Aux manettes de Rappler, un site très critique du président philippin, Rodrigo Duterte, Mme Ressa est l’objet de sept poursuites judiciaires dans son pays qui pourraient, selon elle, lui valoir au total une centaine d’années de prison. Condamnée pour diffamation l’an dernier mais en liberté conditionnelle, elle a été contrainte de demander à quatre tribunaux la permission d’aller chercher son Nobel.

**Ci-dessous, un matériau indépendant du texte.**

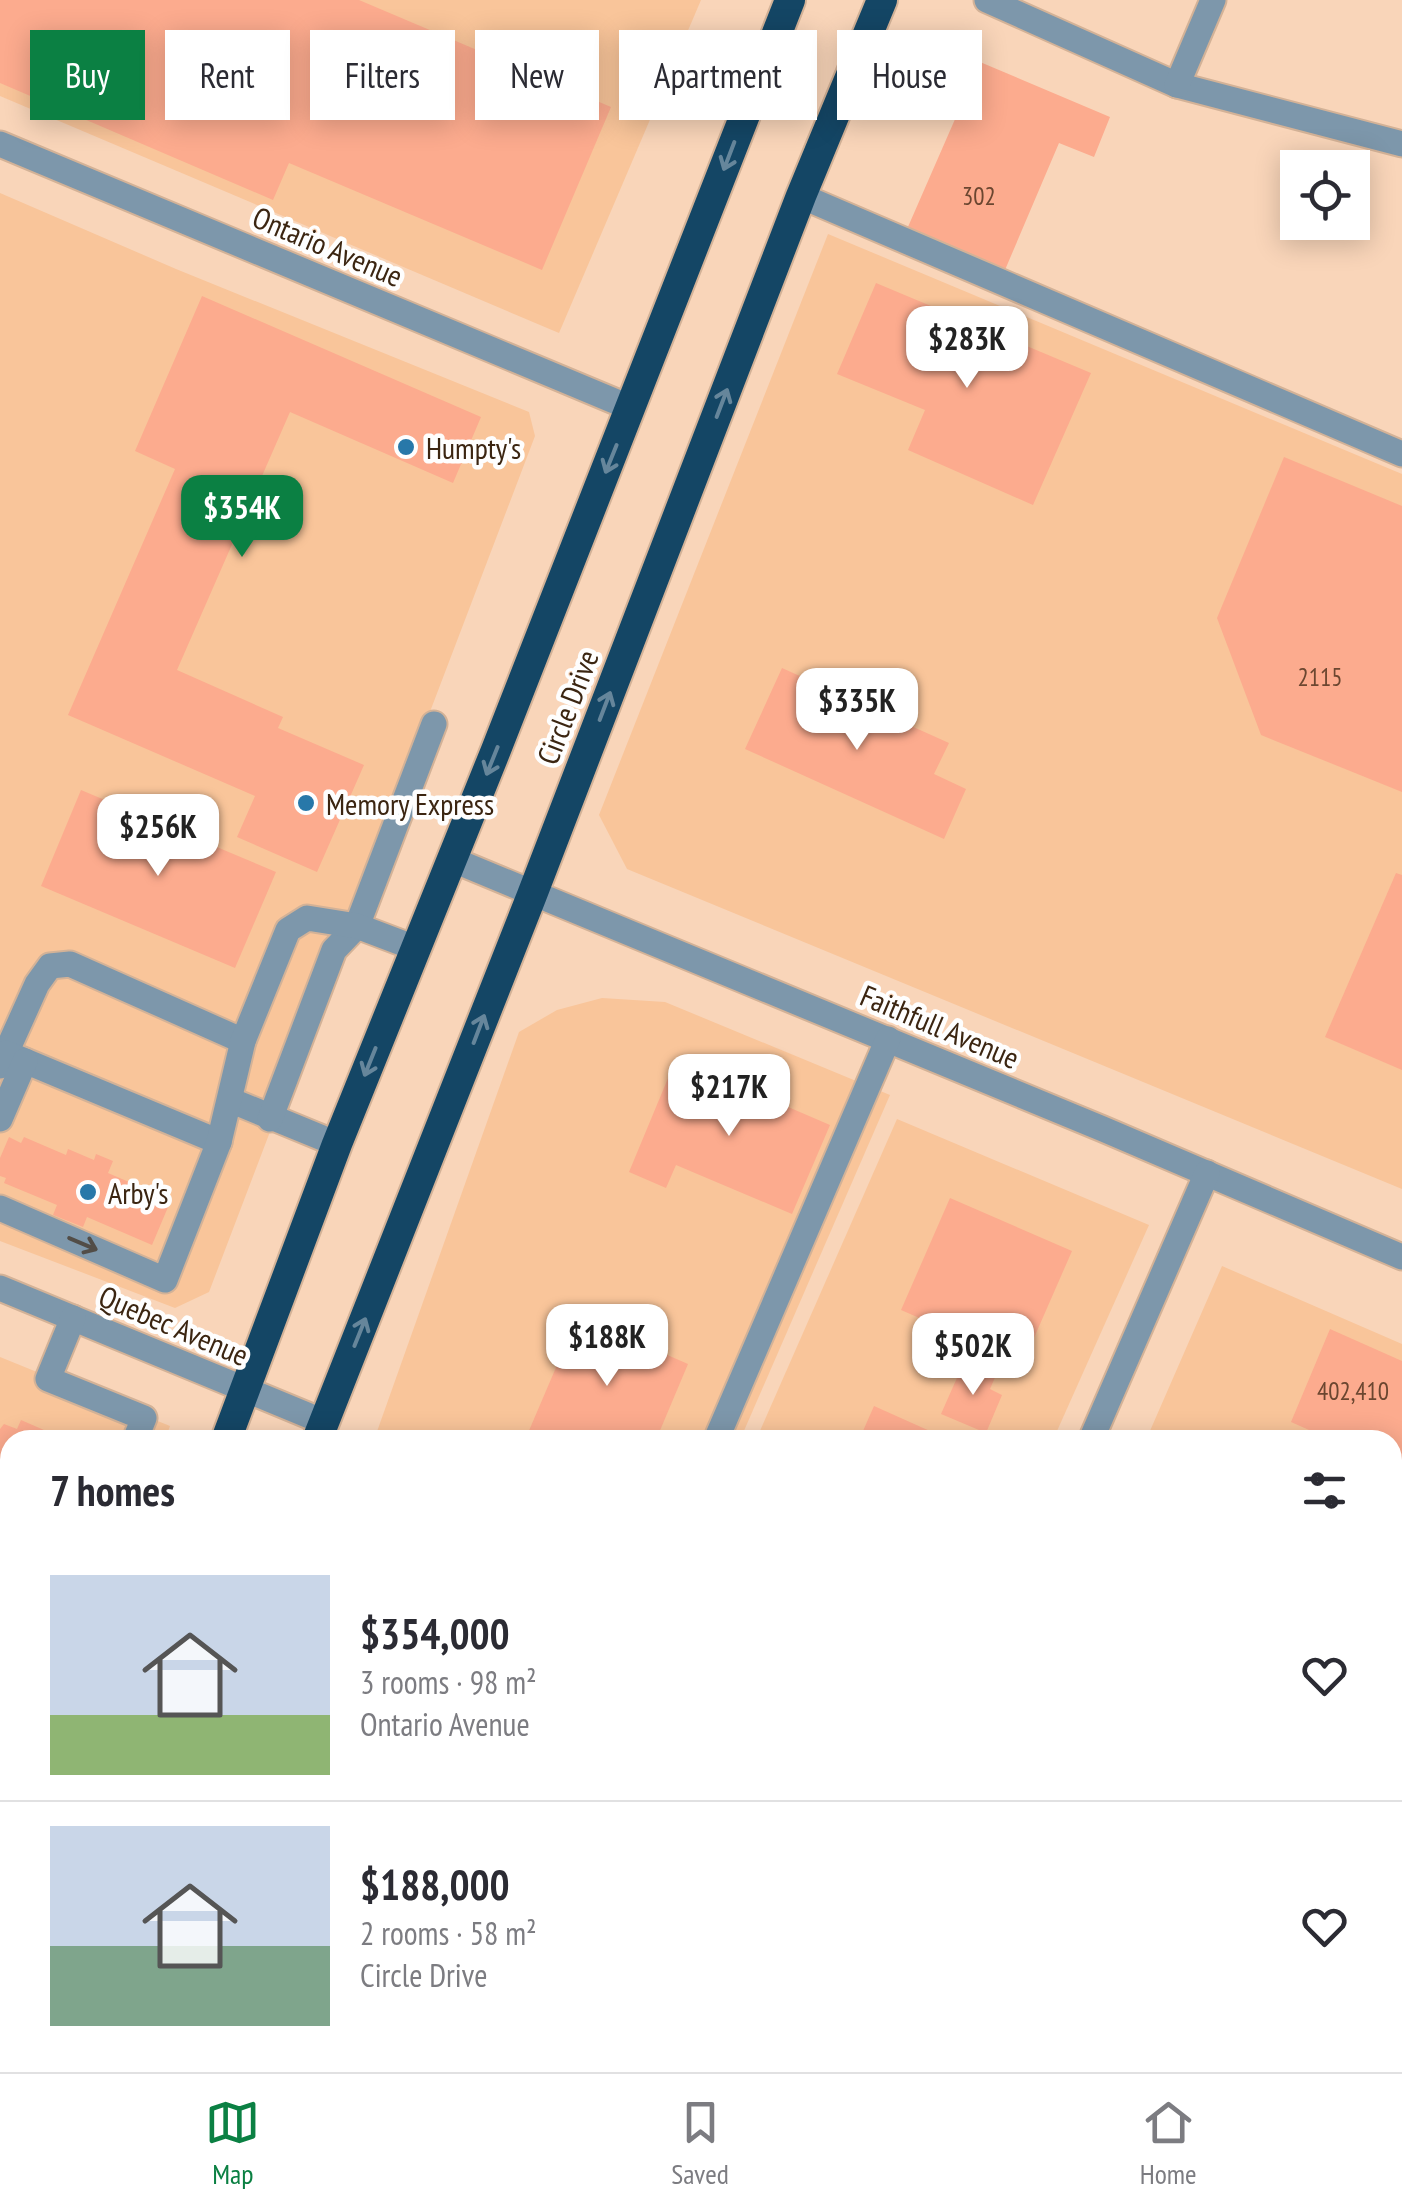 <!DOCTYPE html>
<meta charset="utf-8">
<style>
:root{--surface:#fff;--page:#f7f7f7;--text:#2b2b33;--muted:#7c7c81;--line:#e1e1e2;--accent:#0b8043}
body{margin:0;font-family:"PT Sans Narrow",sans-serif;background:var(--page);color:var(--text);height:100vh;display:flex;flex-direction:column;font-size:38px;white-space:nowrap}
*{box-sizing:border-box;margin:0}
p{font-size:32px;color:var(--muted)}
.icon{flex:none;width:55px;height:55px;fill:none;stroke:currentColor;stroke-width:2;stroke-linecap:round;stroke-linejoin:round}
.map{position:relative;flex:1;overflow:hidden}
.side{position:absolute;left:0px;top:1430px;width:1402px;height:642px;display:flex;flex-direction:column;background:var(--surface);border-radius:30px 30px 0 0;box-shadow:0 5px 25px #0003}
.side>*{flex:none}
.top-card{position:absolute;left:30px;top:30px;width:1342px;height:90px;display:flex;gap:20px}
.fabs{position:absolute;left:1280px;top:150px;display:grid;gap:20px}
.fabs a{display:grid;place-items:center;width:90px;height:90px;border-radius:0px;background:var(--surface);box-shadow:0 5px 25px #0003;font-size:50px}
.price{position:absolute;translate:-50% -85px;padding:0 22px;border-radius:20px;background:#fff;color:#222;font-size:32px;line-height:65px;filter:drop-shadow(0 2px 5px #0008)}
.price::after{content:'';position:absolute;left:50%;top:60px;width:30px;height:22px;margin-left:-15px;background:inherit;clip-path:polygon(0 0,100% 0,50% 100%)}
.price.active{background:var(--accent);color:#fff}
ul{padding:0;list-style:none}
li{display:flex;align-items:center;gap:30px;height:250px;padding:0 50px}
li+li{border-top:2px solid var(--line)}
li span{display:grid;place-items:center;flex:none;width:280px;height:200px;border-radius:0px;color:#555}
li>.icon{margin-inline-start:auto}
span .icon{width:120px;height:120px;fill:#fffc;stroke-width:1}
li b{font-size:42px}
h2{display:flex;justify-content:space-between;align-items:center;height:120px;padding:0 50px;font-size:42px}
.chip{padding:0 35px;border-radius:0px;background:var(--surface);box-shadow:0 5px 25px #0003;font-size:35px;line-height:90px}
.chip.active{background:var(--accent);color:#fff}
.tabs{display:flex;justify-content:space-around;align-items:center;height:140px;border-top:2px solid var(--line);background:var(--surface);font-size:28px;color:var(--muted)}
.tabs a{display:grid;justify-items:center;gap:5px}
.tabs .active{color:var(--accent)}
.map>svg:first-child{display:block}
.built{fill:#f9c59a}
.building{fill:#fcab8e}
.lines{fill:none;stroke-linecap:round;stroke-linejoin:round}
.minor-casing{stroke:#d3b297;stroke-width:29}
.highway-casing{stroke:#d3b297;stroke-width:34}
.minor{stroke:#7d97ab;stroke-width:25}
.highway{stroke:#144665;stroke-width:30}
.oneway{stroke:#66869b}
.oneway2{stroke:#524d47}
.poi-dot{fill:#2878a9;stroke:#fefefe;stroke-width:4}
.labels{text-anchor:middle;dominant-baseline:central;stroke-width:9;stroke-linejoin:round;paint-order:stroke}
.number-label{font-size:25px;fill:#6b4630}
.street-label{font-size:30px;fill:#3b2511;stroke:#fefefe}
.poi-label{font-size:30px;fill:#3b2511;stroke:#fefefe;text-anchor:start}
</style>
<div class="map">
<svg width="1402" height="2072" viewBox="0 0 1402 2072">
<rect width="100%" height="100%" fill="#f9d5b9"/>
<g class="built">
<path d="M0 0H701L559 333 0 96Z"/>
<path d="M0 193 176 269 529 412 535 436 209 1292 175 1308 0 1241Z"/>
<path d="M828 234 1402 474V1189L627 869 599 815Z"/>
<path d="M602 998 665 1002 890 1095 740 1440H374L519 1032 557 1010Z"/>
<path d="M897 1119 1149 1225 1053 1440H756Z"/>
<path d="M1222 1266 1402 1344V1548L1393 1570 1392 1440H1146Z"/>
<path d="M0 1357 170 1426 165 1440H10V1848L0 1874Z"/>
<path d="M1402 1629V2072H1209L1213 2063 1392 2062V1651Z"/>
<path d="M144 2062 471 2063 466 2072H140Z"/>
<path d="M484 2062H776V2063L772 2072H480Z"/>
<path d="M875 2062H1178V2063L1174 2072H870Z"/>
</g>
<g class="building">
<path d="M0 0H359L611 107 542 270 289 163 273 200 0 83Z"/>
<path d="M980 62 1110 117 1094 157 1059 143 1002 277 904 236Z"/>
<path d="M876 283 1091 373 1033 505 908 450 925 410 837 374Z"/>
<path d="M202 296 481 417 453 483 290 412 177 670 283 717 278 728 364 765 317 872 237 837 255 796 68 715 175 469 135 451Z"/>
<path d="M1284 457 1402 506V792L1261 735 1217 618Z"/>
<path d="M782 668 949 743 934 774 966 789 944 839 745 749Z"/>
<path d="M81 790 276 872 235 968 41 886Z"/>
<path d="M1396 873 1402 875V1070L1325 1037Z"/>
<path d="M676 1059 830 1125 792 1214 676 1165 666 1188 629 1172Z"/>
<path d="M9 1137 21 1143 24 1137 66 1155 68 1149 94 1160 96 1154 113 1161 108 1173 171 1200 152 1245 87 1217 83 1227 53 1215 57 1205 4 1183 6 1178 0 1176V1158Z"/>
<path d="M950 1198 1072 1251 1023 1363 901 1310Z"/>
<path d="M578 1316 688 1364 656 1440H525Z"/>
<path d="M1330 1329 1402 1361V1481L1392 1503V1440H1305L1309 1430 1291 1422Z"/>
<path d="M964 1362 996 1375 990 1389 1002 1395 986 1433 941 1414Z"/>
<path d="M874 1406 950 1440H859Z"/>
<path d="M21 1420 67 1440H10V1470L0 1466V1429L4 1424 17 1429Z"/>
<path d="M0 1746 10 1750V1812L3 1809 0 1817Z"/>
<path d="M1402 1751V1807L1392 1803V1774Z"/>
<path d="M247 2062H364L360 2072H269Z"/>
<path d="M1333 2062H1388L1402 2069V2072H1329Z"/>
</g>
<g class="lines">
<defs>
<g id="minor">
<path d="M987 0 1177 85 1402 144"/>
<path d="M1177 85 1213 0"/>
<path d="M0 144 631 408"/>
<path d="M801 196 1402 454"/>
<path d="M451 859 1103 1129 1402 1257"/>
<path d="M6 1053 37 984 50 966 70 964 243 1041"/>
<path d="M0 1066 6 1053 219 1142"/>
<path d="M230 1100 337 1144"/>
<path d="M0 1119 25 1061"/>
<path d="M270 1119 334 950 357 926 434 724"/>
<path d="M0 1208 165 1280 219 1142 243 1041 288 930 307 918 357 926 415 948"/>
<path d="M0 1288 324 1422"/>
<path d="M73 1318 48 1379 144 1418 135 1440"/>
<path d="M716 1440 888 1039"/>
<path d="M1091 1440 1207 1173"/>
<path d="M0 1517 10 1522"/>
<path d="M1392 1600 1402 1578"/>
<path d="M0 1716 10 1720"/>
<path d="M441 2072 445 2062"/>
<path d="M817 2072 821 2062"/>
<path d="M1189 2072 1193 2062"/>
</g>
<g id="highway">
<path d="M226 1440 337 1144 496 750 790 0"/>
<path d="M317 1440 532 895 801 196 882 0"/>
<path d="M0 2026 10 2000"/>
<path d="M79 2072 82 2062"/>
</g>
</defs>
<use href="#minor" class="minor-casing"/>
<use href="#highway" class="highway-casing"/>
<use href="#minor" class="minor"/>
<use href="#highway" class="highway"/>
</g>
<defs><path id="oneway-shaft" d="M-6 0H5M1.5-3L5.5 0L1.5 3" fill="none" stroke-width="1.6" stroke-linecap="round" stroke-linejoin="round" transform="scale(2.5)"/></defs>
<g class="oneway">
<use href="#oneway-shaft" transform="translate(729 156) rotate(111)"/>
<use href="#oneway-shaft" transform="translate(722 403) rotate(-69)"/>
<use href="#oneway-shaft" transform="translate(611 459) rotate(112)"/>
<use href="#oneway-shaft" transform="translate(605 706) rotate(-69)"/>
<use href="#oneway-shaft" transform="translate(492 761) rotate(112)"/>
<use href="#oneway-shaft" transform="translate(479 1029) rotate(-69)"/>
<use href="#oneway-shaft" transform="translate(370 1062) rotate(112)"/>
<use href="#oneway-shaft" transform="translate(360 1332) rotate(-68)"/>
</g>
<use class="oneway2" href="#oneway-shaft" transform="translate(83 1244) rotate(23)"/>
<g class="poi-dot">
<circle cx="406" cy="447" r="10"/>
<circle cx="306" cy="803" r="10"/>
<circle cx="88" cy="1192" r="10"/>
</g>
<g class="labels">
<g class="number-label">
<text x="979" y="196">302</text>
<text x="1320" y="677">2115</text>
<text x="1353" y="1391">402,410</text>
</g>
<g class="street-label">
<text transform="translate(328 246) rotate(23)">Ontario Avenue</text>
<text transform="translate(567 707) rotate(-69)">Circle Drive</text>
<text transform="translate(940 1026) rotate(23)">Faithfull Avenue</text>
<text transform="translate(174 1325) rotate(23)">Quebec Avenue</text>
</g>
<g class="poi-label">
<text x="426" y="447">Humpty's</text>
<text x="326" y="803">Memory Express</text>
<text x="108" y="1192">Arby's</text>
</g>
</g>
</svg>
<div class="fabs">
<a><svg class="icon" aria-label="locate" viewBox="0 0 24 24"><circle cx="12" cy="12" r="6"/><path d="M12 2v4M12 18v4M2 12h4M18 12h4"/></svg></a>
</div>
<b class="price" style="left:967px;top:391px">$283K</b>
<b class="price active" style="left:242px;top:560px">$354K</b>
<b class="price" style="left:857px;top:753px">$335K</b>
<b class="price" style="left:158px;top:879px">$256K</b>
<b class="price" style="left:729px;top:1139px">$217K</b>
<b class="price" style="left:607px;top:1389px">$188K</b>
<b class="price" style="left:973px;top:1398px">$502K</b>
<div class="top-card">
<a class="chip active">Buy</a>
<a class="chip">Rent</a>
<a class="chip">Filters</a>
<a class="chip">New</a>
<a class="chip">Apartment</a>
<a class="chip">House</a>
</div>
<section class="side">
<h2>7 homes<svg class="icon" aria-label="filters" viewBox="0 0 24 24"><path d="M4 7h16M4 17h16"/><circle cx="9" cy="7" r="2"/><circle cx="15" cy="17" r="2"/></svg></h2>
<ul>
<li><span style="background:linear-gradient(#c9d6e8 70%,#8fb573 0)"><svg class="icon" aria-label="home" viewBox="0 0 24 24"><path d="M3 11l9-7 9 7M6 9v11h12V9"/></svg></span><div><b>$354,000</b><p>3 rooms · 98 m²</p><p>Ontario Avenue</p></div><svg class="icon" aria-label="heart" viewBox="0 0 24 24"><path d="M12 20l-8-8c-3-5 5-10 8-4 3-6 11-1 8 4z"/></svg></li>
<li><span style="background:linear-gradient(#c9d6e8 60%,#7fa58c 0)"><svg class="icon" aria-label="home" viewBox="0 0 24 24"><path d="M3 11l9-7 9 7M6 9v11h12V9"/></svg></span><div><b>$188,000</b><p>2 rooms · 58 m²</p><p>Circle Drive</p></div><svg class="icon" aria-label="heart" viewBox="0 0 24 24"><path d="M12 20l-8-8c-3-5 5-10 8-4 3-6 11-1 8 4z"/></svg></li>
</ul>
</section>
</div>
<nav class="tabs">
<a class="active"><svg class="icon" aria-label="map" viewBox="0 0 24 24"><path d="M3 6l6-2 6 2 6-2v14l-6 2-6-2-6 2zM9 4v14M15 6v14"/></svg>Map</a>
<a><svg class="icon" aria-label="saved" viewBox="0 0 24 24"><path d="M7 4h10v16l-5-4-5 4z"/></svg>Saved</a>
<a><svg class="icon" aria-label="home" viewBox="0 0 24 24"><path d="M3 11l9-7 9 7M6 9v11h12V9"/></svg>Home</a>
</nav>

Record de journalistes emprisonnés

Au 1er décembre, au moins 1 636 journalistes avaient été tués sur la planète en vingt ans, selon un bilan de Reporters sans frontières, dont 46 depuis le début de l’année. Par ailleurs, avec 293 reporters derrière les barreaux, jamais le nombre de journalistes emprisonnés dans le monde n’a été aussi élevé, d’après le Comité pour la protection des journalistes.

« Rapporter l’information au public peut en soi prévenir la guerre », a résumé la présidente du comité Nobel norvégien, Berit Reiss-Andersen : « Le rôle de la presse est de lever le voile sur les agressions et les abus de pouvoir, et de contribuer ainsi à la paix. »

La cérémonie d’Oslo a aussi vu le chef du Programme alimentaire mondial, David Beasley, prononcer le discours de remerciement pour le Nobel attribué l’an dernier à l’agence humanitaire de l’ONU. En 2020, les festivités avaient été annulées à cause de la pandémie.